The plot was incredibly predictable, mirroring every single time-travel idea I’ve ever come across: person with missing relative time-travels with attractive non-human of the opposite gender in order to find ways of saving the world from changes appearing in their time, before wondering whether they could selfishly use their time-travelling for their own personal gain. As soon as Skylar mentioned a long-lost brother, I was anticipating a travel back in time to when he went missing, and a moral dilemma about whether it was right to change the fabric of time. Take a guess at what plot we got later on…

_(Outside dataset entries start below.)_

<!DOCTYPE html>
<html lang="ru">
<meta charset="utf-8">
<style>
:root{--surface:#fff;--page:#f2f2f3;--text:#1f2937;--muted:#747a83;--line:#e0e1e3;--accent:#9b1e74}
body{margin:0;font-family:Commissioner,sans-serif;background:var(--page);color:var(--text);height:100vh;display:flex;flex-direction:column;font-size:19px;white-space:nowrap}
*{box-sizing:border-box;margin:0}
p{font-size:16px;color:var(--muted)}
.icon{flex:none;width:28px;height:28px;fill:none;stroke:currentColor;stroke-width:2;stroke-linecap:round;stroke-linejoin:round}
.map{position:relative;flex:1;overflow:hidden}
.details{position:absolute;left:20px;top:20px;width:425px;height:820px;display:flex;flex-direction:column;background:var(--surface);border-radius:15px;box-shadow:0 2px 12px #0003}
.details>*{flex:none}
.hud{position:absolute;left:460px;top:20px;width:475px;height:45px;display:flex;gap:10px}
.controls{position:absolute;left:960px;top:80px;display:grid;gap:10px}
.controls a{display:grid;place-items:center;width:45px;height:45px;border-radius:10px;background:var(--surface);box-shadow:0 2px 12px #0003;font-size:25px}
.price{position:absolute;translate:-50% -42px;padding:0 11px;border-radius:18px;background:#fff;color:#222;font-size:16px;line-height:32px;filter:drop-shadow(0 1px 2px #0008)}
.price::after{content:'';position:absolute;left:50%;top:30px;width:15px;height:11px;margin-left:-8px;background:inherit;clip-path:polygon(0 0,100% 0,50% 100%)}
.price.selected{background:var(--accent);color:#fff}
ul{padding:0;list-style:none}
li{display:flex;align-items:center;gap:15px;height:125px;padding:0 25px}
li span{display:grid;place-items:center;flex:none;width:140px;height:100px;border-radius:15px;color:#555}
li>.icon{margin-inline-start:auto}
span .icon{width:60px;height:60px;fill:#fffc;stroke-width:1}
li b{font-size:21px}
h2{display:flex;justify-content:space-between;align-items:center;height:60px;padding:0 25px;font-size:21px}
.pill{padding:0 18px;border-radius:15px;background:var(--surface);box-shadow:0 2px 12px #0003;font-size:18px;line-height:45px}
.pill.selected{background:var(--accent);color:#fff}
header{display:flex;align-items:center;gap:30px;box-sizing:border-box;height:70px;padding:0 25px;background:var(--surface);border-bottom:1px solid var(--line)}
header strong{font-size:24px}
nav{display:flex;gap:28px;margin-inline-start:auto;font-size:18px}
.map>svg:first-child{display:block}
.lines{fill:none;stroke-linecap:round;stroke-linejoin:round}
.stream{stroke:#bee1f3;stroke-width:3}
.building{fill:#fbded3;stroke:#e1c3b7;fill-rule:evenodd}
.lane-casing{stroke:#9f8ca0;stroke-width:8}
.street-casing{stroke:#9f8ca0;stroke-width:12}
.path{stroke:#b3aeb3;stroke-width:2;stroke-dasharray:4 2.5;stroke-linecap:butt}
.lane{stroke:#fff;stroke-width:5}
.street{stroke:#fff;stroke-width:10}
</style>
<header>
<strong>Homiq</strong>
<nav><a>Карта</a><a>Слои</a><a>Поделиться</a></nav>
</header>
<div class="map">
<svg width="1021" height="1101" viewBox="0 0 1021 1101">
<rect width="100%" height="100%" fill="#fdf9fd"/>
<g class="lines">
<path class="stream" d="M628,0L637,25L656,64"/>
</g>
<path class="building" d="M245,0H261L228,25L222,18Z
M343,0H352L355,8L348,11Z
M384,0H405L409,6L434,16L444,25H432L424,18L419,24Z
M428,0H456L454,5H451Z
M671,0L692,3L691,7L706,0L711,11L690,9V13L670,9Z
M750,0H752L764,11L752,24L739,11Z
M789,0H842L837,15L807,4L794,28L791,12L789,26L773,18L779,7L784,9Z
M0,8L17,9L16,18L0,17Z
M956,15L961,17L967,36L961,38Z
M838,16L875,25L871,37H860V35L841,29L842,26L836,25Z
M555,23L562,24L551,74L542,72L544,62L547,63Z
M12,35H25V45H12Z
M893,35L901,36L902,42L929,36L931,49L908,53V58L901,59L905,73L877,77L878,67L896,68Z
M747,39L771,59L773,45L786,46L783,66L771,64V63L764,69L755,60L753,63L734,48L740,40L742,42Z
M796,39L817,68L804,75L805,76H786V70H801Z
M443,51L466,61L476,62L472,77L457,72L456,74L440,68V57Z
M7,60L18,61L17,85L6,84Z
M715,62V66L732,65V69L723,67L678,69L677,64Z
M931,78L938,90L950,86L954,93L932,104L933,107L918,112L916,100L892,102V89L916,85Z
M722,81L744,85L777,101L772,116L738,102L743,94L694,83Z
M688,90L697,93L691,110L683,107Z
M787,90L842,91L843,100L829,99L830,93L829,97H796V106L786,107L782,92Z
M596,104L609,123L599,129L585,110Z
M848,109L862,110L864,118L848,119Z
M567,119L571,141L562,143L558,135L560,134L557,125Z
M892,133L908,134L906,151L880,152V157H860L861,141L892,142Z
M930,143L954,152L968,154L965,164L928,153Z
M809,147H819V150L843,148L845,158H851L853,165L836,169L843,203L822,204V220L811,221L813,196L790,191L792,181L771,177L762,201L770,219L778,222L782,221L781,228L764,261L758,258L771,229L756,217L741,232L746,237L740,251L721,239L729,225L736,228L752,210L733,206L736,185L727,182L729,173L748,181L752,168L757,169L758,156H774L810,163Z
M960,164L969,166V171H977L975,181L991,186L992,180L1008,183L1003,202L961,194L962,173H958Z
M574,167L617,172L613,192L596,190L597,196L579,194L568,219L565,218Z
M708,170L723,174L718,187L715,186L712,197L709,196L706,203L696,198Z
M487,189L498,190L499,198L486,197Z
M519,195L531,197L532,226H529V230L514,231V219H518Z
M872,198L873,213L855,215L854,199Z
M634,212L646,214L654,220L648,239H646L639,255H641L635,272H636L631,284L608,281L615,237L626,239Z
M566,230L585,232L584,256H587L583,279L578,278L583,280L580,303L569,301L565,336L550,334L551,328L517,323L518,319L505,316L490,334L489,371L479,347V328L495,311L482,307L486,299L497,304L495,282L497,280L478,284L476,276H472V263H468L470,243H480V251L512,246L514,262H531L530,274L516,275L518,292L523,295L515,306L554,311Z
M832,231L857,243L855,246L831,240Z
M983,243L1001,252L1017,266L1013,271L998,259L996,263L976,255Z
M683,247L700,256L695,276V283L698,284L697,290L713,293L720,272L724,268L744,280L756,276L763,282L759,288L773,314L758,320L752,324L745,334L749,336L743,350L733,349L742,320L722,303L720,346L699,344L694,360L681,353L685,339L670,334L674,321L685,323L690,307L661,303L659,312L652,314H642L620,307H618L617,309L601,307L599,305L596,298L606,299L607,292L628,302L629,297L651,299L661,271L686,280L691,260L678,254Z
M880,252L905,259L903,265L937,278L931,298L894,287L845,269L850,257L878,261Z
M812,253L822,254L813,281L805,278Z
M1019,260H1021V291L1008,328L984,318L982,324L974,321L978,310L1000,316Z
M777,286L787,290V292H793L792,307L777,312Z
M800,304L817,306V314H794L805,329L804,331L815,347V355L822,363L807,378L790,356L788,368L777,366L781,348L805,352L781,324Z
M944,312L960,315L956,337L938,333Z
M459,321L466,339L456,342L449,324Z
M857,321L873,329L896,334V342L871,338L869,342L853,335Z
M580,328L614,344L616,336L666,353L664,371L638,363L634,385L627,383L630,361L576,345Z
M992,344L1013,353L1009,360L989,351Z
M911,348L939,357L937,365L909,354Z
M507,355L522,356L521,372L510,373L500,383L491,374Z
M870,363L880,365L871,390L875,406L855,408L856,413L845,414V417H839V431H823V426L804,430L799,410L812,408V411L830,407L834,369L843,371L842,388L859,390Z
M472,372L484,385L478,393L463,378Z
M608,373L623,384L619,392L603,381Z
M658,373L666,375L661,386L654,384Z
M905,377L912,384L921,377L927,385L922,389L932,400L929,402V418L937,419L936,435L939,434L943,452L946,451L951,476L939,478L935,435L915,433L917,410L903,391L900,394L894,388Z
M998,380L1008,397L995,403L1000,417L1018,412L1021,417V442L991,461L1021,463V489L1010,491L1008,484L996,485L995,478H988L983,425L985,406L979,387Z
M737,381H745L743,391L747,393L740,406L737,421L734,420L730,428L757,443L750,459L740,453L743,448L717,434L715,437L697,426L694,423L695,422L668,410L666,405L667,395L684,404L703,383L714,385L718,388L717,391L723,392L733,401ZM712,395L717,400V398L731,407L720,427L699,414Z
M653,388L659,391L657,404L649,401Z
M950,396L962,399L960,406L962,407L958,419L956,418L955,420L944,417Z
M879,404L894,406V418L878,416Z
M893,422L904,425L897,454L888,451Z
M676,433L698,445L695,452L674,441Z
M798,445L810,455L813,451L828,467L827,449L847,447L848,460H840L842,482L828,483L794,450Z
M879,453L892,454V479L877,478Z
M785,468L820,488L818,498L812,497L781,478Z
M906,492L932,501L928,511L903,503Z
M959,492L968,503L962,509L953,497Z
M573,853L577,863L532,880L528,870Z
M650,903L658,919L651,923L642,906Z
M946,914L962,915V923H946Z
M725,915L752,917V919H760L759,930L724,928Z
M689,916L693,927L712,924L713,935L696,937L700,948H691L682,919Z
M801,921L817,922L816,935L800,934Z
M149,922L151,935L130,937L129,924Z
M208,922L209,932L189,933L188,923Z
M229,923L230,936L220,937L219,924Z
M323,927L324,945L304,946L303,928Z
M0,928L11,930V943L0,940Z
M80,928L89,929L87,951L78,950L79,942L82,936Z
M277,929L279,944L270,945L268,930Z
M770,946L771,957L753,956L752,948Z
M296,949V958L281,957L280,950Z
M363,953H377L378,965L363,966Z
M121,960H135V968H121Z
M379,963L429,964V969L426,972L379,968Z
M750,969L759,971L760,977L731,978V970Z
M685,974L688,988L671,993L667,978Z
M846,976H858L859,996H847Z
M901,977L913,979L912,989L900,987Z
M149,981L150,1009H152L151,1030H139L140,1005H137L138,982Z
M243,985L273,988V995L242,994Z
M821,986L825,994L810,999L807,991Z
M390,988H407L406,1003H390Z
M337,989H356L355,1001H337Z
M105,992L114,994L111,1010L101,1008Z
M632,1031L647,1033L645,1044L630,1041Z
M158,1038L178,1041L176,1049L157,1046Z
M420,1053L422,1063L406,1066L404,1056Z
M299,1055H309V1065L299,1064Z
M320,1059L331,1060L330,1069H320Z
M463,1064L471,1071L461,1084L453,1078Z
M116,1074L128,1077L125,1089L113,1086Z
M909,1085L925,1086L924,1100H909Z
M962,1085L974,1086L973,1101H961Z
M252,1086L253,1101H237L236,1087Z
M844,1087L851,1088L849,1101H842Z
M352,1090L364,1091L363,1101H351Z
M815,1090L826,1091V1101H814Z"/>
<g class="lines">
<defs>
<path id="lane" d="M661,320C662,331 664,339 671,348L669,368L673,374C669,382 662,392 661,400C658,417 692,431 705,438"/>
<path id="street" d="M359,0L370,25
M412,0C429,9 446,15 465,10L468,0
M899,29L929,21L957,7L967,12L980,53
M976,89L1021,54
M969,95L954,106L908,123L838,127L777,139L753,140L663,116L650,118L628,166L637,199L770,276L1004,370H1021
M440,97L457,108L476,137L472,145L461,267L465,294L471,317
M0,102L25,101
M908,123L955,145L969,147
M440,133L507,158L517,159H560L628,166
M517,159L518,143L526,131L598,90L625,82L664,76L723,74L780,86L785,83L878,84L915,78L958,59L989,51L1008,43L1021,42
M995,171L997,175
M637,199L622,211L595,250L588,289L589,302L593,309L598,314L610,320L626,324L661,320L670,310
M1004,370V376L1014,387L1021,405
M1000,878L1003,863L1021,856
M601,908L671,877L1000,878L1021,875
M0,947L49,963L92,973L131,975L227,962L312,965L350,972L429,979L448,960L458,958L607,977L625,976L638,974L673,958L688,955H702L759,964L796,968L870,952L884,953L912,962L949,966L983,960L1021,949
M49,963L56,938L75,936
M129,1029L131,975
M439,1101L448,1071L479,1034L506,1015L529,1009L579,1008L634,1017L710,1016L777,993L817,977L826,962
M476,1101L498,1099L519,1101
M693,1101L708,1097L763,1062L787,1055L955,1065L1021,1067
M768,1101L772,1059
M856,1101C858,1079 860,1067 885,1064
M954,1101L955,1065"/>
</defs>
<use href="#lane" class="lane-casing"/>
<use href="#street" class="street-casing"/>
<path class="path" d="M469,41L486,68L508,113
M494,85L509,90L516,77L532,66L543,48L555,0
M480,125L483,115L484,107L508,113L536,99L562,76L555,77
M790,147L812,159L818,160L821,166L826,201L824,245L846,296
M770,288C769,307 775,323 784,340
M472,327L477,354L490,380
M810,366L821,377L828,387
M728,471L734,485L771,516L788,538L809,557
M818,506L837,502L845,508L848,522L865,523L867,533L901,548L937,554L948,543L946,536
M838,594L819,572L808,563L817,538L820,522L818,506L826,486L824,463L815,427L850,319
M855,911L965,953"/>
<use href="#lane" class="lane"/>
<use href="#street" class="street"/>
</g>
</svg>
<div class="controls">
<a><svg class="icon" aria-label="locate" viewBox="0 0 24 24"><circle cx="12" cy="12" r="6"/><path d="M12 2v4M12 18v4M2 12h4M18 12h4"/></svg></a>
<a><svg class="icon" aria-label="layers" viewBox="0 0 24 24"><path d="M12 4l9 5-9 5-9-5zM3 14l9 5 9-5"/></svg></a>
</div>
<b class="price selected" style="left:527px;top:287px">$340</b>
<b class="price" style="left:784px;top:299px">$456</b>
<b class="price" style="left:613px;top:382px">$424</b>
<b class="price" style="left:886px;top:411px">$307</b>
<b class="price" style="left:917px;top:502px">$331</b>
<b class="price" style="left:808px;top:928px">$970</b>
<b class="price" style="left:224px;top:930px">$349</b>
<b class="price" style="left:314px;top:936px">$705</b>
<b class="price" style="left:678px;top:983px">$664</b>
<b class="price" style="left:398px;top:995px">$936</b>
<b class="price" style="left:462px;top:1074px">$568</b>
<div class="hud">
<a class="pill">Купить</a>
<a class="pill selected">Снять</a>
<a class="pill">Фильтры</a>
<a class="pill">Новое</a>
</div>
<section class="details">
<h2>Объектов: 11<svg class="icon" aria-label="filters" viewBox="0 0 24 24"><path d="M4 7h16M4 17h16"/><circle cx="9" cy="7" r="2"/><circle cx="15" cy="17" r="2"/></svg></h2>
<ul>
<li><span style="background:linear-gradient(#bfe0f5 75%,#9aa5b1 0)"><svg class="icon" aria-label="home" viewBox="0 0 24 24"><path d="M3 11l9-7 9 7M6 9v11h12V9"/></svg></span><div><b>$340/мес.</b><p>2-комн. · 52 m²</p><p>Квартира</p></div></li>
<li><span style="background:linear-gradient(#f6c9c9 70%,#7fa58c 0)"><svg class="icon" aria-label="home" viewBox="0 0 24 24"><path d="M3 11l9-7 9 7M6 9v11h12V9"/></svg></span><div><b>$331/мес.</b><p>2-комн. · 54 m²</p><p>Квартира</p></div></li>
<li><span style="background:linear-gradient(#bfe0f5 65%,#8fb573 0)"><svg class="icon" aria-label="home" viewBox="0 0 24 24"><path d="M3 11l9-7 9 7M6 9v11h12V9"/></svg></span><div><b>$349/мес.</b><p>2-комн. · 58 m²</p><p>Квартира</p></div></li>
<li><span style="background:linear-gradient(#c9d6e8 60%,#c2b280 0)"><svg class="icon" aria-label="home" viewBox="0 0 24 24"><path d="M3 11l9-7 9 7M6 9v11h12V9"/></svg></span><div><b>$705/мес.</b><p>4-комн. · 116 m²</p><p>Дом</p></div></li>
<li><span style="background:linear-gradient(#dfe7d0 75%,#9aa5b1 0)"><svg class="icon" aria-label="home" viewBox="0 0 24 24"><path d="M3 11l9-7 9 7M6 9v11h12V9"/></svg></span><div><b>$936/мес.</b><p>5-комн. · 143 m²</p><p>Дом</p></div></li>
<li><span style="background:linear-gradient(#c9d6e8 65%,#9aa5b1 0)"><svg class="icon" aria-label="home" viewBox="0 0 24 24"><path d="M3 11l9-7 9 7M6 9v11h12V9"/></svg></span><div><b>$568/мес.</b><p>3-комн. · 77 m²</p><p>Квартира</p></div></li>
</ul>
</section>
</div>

The time-travelling was a good idea… at first. I loved the first time that the pair travelled. While it had been done many times before, I was beginning to see some potential for taking it in a unique route, with the collection of items left behind by another time-travelling alien. However, after the second and third attempts went exactly the same as before, it became evident that the plot was created from one cookie-cutter idea with little to no variation. The basis of the time-travel/alien idea sounded very cool, but it was actually described pretty poorly, and I was quickly lost, finding the whole concept rather confusing within no time.

Crewe’s writing was as good as it was in her previous series, but the book just lacked all of the flair that the ‘Fallen World’ trilogy possessed. I lost interest very quickly, and if someone was to ask me for a good YA sci-fi book with time-travel, I would tell them to steer clear. While I like Megan Crewe as an author, it is definitely not worth my while continuing with this particular series.